You have to cancel service. They will continue to bill you until you cancel. If you simply stop watching they will not know and will keep billing you.


----------



## EricG (Mar 28, 2002)

Skeeterman said:


> I have had Dish Network about a week now, and have to ask this question.. After the "one year contract" ends, what are the scenarios if I decide not to renew for another year? I hear there are several things.. like you can never get rid of them, as they will bill your credit card. I have a friend that had Direct TV and he had to cancel his credit card, and they continued to send him invoices for another year. Dish Network wouldn't do this , would they?


Let's wait for a Charlie Chat, I'm sure they'll mention Credit Card Auto Pay !!


----------



## MikeW (May 16, 2002)

It depends on what your original investment is. If you subscribed to Digital Home Plan, after your one year, you can cancel at anytime and return the equipment. If you purchased the equipment, you can cancel at anytime and keep the equipment. There are special discounts if you pre-pay for a year, but, other than that, you become another month-to-month subscriber.


----------



## Skeeterman (Jun 24, 2003)

MikeW said:


> It depends on what your original investment is. If you subscribed to Digital Home Plan, after your one year, you can cancel at anytime and return the equipment. If you purchased the equipment, you can cancel at anytime and keep the equipment. There are special discounts if you pre-pay for a year, but, other than that, you become another month-to-month subscriber.


I purchased the equiptment(PVR 508 and 30l), and agreeded to a one year contract. And lets hope that is all I agreed to.


----------



## crkeehn (Apr 23, 2002)

Skeeterman said:


> I have had Dish Network about a week now, and have to ask this question.. After the "one year contract" ends, what are the scenarios if I decide not to renew for another year? I hear there are several things.. like you can never get rid of them, as they will bill your credit card. I have a friend that had Direct TV and he had to cancel his credit card, and they continued to send him invoices for another year. Dish Network wouldn't do this , would they?


It would be similar to if you had rented an apartment. After your lease (program committment) expires you go on a month by month basis. You would need to contact Dish and ask to cancel in order for the subscription to end. If you had purchased your equipment or if it was provided to you as a promotional new subscriber than after the year the equipment is yours.


----------



## Jacob S (Apr 14, 2002)

There are special promotions that they make you sign up for another 12 month commitment to get that promotion such as Dishmover, Dish500 upgrade, etc. 

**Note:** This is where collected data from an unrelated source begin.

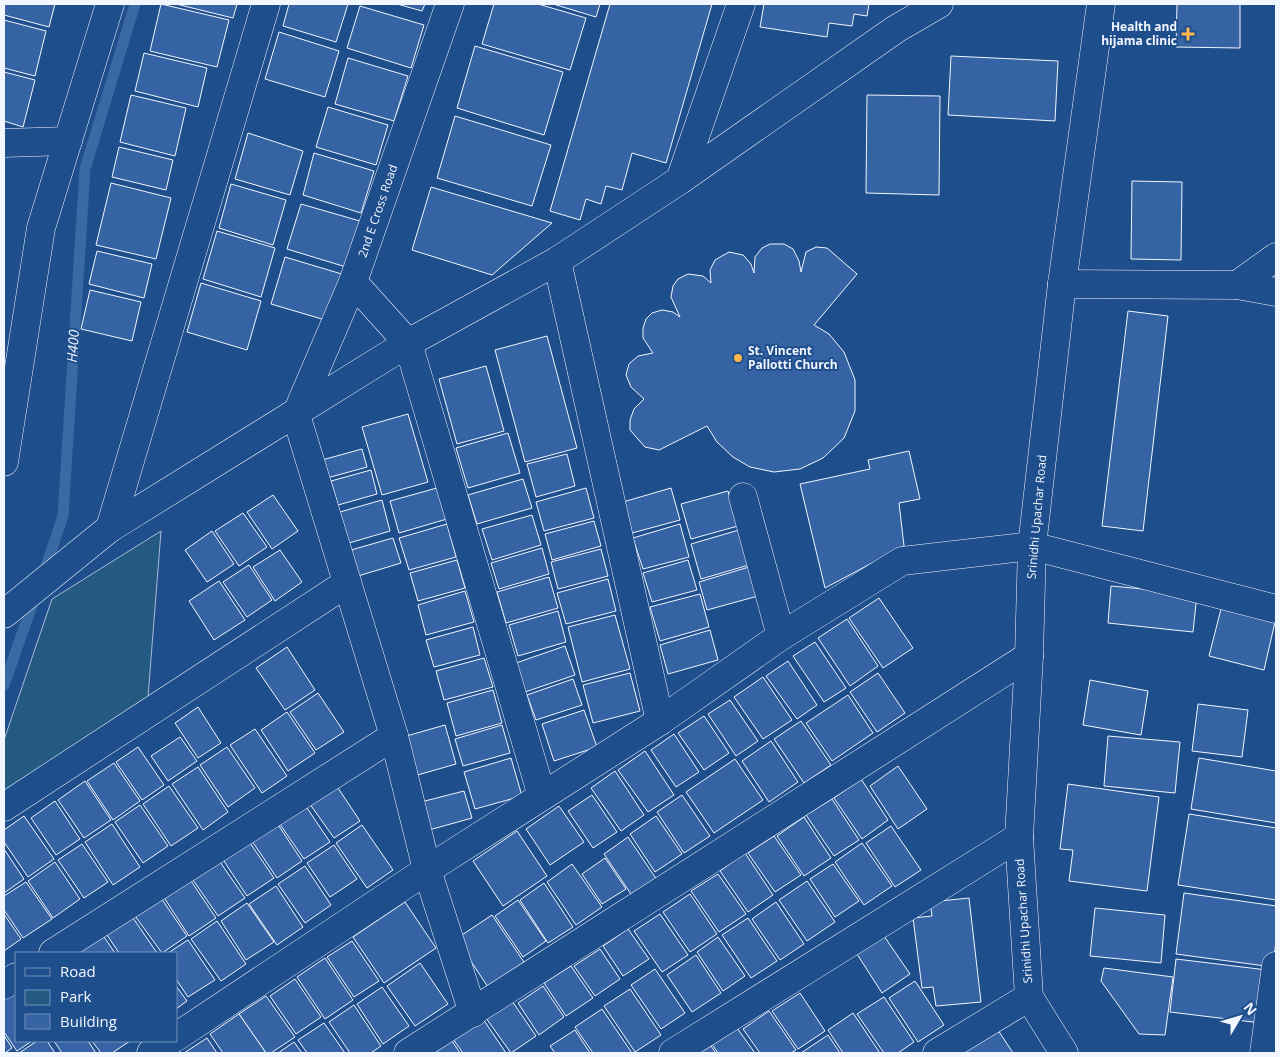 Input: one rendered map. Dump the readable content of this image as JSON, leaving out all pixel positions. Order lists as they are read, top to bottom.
{
  "streets": {
    "street": ["2nd E Cross Road", "Srinidhi Upachar Road"]
  },
  "water": ["H400"],
  "places": {
    "health": ["Health and hijama clinic"],
    "other": ["St. Vincent Pallotti Church"]
  },
  "legend": ["Road", "Park", "Building"],
  "north": "top right"
}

If you purchase the annual programming package then you get charged for only 11 months instead of 12 months. The exception to this is AEP (America's Everything Package) where you get Top 150 and all four premium movie packages (HBO, Cinemax, Starz, Showtime) in which they already give you a discount for that package. I have seen them actually charge for the Top 150 annual (11 months billed) and all four premium movie channel packages annual (11 months billed as well) and it be cheaper than AEP for 12 months, in the past.

They do not offer an annual discount to the sports package, networks, superstations, and some others that I cannot think of right off the top of my head.


----------



## Skeeterman (Jun 24, 2003)

Jacob S said:


> There are special promotions that they make you sign up for another 12 month commitment to get that promotion such as Dishmover, Dish500 upgrade, etc.
> 
> If you purchase the annual programming package then you get charged for only 11 months instead of 12 months. The exception to this is AEP (America's Everything Package) where you get Top 150 and all four premium movie packages (HBO, Cinemax, Starz, Showtime) in which they already give you a discount for that package. I have seen them actually charge for the Top 150 annual (11 months billed) and all four premium movie channel packages annual (11 months billed as well) and it be cheaper than AEP for 12 months, in the past.
> 
> They do not offer an annual discount to the sports package, networks, superstations, and some others that I cannot think of right off the top of my head.


I ordered the Top 150, and they gave me the "American Everything Package" for the 3 months on the four premium movie packages., then I can go back to the Top 150 at $42.99 per month.


----------



## Jacob S (Apr 14, 2002)

That is another promotion that is going on I believe. In the past I know that customers got billed past the free months of programming in the past in which they quit getting their programming credits and it was up to the customer to call in and downgrade service in which was a $5 fee.


----------